A lesser mentioned resource is the books by Glasser (e.g., Reality Therapy). Precursor to CBT; but has a lot of vignettes from adolescent inpatient settings. The material is dated, but IMO useful and an easy read.

I’ve also seen decent return on testing for IQ and considering Paigetian levels in those populations. Learned the latter from a European psychiatrist.
 
Well there’s why you’re struggling. I believe almost all the therapies that have any effectiveness for ODD and behavioral issues involve a high degree of intervention/involvement with parents and the kid’s environment.
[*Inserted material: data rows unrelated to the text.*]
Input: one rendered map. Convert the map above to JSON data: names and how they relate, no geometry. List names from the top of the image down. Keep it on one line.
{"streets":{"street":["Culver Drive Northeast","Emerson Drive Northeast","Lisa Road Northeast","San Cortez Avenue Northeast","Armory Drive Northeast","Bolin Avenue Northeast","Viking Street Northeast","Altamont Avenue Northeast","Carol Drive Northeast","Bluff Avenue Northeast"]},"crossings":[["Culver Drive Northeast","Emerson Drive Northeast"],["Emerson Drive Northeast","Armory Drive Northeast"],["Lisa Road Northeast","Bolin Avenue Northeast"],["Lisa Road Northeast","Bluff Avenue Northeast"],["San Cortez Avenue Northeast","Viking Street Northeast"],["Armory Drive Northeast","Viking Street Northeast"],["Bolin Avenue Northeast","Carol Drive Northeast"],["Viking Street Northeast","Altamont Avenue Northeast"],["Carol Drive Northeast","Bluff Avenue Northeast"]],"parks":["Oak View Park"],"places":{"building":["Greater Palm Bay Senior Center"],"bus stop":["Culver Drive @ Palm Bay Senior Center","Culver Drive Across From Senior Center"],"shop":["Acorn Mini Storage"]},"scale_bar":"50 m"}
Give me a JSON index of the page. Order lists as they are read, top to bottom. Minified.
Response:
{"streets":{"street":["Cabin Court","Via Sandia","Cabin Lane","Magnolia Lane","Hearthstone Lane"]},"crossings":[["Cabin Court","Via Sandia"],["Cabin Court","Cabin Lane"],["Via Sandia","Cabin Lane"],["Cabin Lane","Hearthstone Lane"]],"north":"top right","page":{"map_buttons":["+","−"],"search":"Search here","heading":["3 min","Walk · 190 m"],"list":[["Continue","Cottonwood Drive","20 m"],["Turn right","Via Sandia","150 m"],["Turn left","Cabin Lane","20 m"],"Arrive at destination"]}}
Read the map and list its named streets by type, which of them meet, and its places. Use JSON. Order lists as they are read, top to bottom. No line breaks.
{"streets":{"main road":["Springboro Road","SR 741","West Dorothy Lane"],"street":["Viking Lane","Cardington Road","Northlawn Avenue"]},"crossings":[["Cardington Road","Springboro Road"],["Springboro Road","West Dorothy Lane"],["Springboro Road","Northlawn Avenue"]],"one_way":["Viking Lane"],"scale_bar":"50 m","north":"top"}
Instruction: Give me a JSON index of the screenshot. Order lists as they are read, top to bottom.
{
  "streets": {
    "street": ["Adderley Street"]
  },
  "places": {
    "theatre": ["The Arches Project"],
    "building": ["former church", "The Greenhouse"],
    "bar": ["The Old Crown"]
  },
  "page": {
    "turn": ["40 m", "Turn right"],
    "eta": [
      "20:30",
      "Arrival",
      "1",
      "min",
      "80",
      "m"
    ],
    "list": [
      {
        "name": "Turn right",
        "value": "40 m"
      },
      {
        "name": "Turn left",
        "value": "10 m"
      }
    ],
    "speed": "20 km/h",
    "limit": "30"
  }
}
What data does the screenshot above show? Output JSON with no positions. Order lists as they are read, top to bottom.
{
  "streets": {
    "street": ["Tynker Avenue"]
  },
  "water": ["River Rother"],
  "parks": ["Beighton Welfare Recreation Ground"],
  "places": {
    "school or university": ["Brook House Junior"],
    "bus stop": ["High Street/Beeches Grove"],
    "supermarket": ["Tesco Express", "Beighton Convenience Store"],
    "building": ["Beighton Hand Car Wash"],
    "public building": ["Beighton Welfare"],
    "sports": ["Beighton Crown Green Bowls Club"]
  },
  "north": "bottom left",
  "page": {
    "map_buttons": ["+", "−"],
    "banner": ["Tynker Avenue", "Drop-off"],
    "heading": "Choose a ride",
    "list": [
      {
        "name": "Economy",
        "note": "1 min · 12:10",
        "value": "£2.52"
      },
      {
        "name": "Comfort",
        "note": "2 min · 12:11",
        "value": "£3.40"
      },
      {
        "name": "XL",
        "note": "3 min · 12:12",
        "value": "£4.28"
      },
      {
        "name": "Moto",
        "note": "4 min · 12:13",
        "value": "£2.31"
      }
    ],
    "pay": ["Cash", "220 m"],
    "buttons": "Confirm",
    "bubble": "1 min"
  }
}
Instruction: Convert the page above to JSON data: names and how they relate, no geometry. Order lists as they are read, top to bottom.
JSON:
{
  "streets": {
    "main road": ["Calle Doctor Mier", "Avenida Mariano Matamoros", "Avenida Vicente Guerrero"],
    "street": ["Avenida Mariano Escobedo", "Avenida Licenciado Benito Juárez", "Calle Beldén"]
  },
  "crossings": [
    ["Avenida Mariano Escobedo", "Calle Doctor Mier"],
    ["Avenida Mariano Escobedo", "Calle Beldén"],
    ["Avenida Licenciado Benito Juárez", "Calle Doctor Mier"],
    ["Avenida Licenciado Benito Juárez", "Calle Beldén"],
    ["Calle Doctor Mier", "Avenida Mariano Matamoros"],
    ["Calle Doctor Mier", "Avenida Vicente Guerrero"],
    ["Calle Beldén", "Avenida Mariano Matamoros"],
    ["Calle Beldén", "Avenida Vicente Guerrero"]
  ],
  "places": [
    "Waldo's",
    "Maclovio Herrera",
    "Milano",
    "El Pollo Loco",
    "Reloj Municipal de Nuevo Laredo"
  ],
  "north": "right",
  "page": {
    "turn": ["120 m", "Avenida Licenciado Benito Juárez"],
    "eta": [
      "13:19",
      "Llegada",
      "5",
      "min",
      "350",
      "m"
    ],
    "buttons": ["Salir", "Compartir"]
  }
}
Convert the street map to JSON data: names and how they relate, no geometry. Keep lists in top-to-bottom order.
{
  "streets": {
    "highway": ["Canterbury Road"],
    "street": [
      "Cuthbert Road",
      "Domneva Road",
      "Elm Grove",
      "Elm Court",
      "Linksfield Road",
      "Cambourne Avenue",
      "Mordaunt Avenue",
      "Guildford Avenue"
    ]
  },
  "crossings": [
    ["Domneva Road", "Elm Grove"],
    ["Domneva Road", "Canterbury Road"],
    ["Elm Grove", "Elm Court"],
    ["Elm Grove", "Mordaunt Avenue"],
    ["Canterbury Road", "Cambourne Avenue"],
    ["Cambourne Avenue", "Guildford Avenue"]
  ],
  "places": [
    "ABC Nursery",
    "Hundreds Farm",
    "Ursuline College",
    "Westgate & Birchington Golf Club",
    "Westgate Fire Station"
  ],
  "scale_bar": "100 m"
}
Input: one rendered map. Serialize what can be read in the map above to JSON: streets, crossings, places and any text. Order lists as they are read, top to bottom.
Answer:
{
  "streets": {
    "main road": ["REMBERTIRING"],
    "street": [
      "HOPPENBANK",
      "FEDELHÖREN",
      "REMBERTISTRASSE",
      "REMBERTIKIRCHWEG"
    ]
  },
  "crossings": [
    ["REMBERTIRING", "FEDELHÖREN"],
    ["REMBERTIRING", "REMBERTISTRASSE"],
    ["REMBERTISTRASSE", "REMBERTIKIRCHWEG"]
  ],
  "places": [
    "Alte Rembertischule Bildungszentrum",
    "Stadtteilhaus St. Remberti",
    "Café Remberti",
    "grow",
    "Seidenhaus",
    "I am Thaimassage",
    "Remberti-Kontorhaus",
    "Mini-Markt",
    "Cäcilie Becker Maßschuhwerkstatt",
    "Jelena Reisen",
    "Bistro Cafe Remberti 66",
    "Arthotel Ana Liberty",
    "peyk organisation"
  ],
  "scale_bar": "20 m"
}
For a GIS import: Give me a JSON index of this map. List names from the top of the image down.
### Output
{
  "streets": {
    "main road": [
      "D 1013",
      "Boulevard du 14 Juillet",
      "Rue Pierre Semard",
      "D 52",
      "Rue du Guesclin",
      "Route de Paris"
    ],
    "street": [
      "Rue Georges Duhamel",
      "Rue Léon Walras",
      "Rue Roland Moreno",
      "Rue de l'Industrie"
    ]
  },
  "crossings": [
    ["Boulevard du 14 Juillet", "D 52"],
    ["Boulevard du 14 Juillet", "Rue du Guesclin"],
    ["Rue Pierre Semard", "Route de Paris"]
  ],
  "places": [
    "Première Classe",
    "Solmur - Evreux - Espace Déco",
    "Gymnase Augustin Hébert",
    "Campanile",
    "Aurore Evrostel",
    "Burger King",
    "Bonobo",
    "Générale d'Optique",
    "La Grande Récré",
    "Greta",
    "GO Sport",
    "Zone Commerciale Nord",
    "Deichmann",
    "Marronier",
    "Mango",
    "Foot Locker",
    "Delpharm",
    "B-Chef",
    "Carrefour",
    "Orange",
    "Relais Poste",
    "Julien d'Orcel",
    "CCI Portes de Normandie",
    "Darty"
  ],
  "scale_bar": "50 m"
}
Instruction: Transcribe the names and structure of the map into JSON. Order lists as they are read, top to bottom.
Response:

Probably spending group time with any activities where you can practice cognitive flexibility with situations that typically elicit oppositional behaviors may be a decent way to spend the time. Hell- you can use their opposition to the therapy itself as a situation to start with. There are some interesting moral reasoning activities for teens that I remember coming across at different points in time- so maybe search for these?

Thanks for the thoughts, everyone. I'm having trouble finding any moral reasoning group activities (aside from just discussing the original Kohlberg dilemma). Anyone have any leads? Or any suggestions of how to tailor DBT groups to make them more engaging for oppositional teens? I've been using the manual, but as I mentioned, it's been tough getting the groups engaged.
 
Not sure how helpful this is, but I co-facilitated many groups in residential for teens over several topics ( I had more time to build rapport, as our groups ran several weeks), but I ended up creating my own self-awareness psychoeducation group with activities to keep kids interested (emotion regulation, identity, I also taught the teens NVC, or nonviolent communication) and had them act out vignettes and scenarios. I used a fair amount of humor in these groups and dedicated the first portion to teaching (and had kids read the material out loud or write on the white board), the next portion to activities and/or the kids taking a survey or writing something down, discussion, etc., and closed with something each person learned. These groups ran 75 minutes long, which required a high level of planning and creativity to find a balance between teaching and activities to keep the teens engaged. I think my old agenda included a check in, teaching, activities, and checkout. That format seemed to work fairly well in the residential setting, so perhaps a similar format might be worth a try in inpatient?
 
Turkington wrote about cbt for psychosis. In my limited experience it is not super effective but worth a shot.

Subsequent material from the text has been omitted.